Ma che cosa rende così speciali questi mezzi? L’aspetto più apprezzato è la possibilità di risparmio (38%), ad esempio sui costi del carburante, seguita dalla sostenibilità (34%), segno di una crescente consapevolezza che spinge i palermitani a puntare a ridurre l’impatto ambientale negli spostamenti e dalla comodità e praticità di utilizzo (14%). Tra i vantaggi green, a essere apprezzato è il miglioramento del contesto urbano con la riduzione del traffico (30%) e dell’inquinamento acustico (20%).

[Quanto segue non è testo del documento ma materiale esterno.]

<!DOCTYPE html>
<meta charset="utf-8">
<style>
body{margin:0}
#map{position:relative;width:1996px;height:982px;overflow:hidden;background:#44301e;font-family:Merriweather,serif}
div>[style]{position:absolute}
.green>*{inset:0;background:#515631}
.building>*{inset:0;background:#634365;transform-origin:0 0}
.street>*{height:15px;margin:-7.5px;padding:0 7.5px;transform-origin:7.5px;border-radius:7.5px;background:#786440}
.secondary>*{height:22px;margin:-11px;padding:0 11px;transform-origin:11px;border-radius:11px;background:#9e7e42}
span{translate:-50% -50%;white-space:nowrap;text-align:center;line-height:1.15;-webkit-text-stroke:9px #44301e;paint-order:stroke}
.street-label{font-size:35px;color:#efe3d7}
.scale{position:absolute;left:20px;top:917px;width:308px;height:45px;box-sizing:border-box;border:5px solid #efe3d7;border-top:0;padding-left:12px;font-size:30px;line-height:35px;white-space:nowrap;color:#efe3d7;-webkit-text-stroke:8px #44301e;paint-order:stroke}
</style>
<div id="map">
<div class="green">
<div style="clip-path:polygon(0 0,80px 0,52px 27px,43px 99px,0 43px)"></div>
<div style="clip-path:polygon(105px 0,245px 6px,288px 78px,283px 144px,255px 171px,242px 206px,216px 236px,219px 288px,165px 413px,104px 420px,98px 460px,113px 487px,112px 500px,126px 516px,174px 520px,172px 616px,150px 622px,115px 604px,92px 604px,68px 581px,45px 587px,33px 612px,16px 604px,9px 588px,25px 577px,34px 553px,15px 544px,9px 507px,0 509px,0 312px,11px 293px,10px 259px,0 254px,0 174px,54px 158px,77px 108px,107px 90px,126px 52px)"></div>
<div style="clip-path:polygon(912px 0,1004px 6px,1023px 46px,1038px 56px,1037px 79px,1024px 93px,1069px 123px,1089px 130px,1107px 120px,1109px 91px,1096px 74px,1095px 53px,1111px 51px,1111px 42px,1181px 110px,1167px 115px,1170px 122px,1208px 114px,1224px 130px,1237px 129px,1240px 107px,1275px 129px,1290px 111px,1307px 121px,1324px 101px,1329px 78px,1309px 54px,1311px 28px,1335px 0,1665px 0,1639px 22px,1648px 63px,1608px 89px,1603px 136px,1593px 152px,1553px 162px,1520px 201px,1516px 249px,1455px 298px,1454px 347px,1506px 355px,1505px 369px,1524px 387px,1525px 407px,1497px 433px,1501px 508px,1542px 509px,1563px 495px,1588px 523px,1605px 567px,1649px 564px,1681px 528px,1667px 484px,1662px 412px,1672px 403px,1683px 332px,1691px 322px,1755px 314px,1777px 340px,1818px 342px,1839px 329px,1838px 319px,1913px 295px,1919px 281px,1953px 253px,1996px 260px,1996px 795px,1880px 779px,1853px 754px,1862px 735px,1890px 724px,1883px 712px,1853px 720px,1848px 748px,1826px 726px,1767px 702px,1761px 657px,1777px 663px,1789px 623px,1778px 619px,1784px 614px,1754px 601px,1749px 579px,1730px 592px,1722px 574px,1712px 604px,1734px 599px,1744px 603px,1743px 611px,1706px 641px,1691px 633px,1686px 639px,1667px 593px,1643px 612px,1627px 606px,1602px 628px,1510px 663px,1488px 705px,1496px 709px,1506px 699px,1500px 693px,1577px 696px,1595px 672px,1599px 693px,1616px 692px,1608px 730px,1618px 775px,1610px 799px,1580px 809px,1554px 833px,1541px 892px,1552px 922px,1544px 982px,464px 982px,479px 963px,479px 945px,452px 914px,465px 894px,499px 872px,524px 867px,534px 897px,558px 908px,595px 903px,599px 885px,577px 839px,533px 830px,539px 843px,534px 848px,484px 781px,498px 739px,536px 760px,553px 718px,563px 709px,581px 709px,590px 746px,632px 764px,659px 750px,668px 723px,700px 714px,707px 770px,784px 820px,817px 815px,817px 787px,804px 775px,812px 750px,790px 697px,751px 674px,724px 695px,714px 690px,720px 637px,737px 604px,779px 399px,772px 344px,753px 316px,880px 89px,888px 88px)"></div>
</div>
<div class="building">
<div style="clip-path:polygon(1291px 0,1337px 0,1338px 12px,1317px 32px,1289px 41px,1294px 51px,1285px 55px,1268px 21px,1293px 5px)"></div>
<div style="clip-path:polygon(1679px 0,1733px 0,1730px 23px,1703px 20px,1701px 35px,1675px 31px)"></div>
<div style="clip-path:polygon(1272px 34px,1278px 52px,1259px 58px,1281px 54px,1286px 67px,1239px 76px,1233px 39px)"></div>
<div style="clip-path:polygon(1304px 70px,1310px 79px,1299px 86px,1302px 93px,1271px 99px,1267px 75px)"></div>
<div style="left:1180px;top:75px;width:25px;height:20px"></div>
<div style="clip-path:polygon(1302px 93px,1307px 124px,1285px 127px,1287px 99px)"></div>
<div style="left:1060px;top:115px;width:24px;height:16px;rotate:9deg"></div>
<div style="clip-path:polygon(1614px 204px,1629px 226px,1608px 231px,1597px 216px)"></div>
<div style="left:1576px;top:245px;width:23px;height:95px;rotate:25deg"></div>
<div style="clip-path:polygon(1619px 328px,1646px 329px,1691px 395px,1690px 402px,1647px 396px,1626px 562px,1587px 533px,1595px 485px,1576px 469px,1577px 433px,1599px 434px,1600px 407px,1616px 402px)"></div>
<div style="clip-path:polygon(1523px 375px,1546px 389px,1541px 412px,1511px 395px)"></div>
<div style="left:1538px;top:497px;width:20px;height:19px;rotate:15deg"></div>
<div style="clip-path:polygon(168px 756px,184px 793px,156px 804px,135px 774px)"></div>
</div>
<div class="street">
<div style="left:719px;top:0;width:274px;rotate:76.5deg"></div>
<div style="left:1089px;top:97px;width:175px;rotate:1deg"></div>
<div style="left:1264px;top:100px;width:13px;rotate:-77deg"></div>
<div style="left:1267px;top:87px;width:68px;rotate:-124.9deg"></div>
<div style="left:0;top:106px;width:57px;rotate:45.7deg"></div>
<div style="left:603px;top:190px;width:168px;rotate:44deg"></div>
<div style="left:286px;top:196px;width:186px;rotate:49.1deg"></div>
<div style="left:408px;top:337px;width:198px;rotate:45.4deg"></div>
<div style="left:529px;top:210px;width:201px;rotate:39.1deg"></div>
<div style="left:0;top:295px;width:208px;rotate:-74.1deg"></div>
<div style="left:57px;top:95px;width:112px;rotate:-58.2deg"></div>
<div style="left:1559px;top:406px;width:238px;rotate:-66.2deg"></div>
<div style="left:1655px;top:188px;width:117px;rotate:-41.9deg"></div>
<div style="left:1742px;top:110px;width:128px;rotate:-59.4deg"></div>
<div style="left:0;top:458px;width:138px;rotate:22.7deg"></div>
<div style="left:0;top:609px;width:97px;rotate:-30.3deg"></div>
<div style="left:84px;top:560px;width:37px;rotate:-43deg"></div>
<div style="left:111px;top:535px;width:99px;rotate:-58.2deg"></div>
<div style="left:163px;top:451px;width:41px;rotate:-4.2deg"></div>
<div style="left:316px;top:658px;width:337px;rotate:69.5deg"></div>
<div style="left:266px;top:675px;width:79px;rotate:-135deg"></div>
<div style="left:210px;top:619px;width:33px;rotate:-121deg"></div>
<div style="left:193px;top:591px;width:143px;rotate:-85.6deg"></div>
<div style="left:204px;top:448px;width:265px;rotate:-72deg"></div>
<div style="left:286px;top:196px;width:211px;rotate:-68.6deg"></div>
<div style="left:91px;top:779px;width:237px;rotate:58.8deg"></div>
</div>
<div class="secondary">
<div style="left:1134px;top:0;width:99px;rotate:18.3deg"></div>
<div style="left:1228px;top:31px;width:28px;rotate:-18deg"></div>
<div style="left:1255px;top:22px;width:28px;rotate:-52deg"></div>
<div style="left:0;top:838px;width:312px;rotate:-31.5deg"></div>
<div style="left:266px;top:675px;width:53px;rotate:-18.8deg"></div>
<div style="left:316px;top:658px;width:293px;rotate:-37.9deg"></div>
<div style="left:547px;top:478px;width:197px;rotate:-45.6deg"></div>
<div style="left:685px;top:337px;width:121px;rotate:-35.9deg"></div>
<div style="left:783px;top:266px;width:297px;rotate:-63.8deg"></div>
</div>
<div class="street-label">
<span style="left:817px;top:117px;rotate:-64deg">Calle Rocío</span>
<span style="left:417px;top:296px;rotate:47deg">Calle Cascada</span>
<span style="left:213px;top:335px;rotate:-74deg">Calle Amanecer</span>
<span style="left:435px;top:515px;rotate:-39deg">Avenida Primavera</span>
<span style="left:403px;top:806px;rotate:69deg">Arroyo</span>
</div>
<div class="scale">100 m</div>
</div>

E c’è anche chi (18%) indica tra i vantaggi anche la possibilità di condurre stili di vita sostenibili e di fare attività fisica.

E-bike al top

Il mezzo preferito dai palermitani sembra la bicicletta a pedalata assistita (46%), davanti ai monopattini elettrici (20%), mentre hanno al momento più strada da fare overboard e i monoruota (6%).

Nuova mobilità_Palermo-2

Sicurezza al centro

A fronte di indubbi vantaggi però, le criticità non mancano, a cominciare dal tema della sicurezza. Tra i possibili comportamenti ritenuti più pericolosi legati alla mobilità dolce, il circolare fuori dai percorsi dedicati, e in particolare sui marciapiedi, o trasportare passeggeri (38%), il mancato uso di elementi come casco e luci (36%) e le distrazioni (24%). Tra i rischi più temuti, gli infortuni (72%) e i danni arrecati agli altri utenti della strada e a beni come le auto parcheggiate (56%). Per questo motivo, un palermitano su due (52%) ritiene che occorrerebbe maggiore educazione stradale per stimolare comportamenti più responsabili. Molto utili sono anche ritenute le polizze assicurative (40%) che possono offrire coperture per responsabilità civile, danni di vario tipo, assistenza, e tutele anche per lo sharing.

“Con la ricerca del nostro osservatorio - commenta Marco Brachini, direttore Marketing, Brand e Customer relationship di Sara Assicurazioni - abbiamo voluto tracciare un quadro di come sia percepita la nuova mobilità dolce, dei vantaggi che offre ma anche dei rischi e delle preoccupazioni che possono riguardare tutti gli utenti della strada. Tra i dati salienti, il tema della sicurezza e la consapevolezza dell’importanza di tutele specifiche. Per rispondere alle nuove esigenze di sicurezza, Sara Assicurazioni offre soluzioni all’avanguardia dedicate ai mezzi elettrici, allo sharing, al noleggio a breve termine e al trasporto pubblico, che mettono al riparo dai rischi specifici".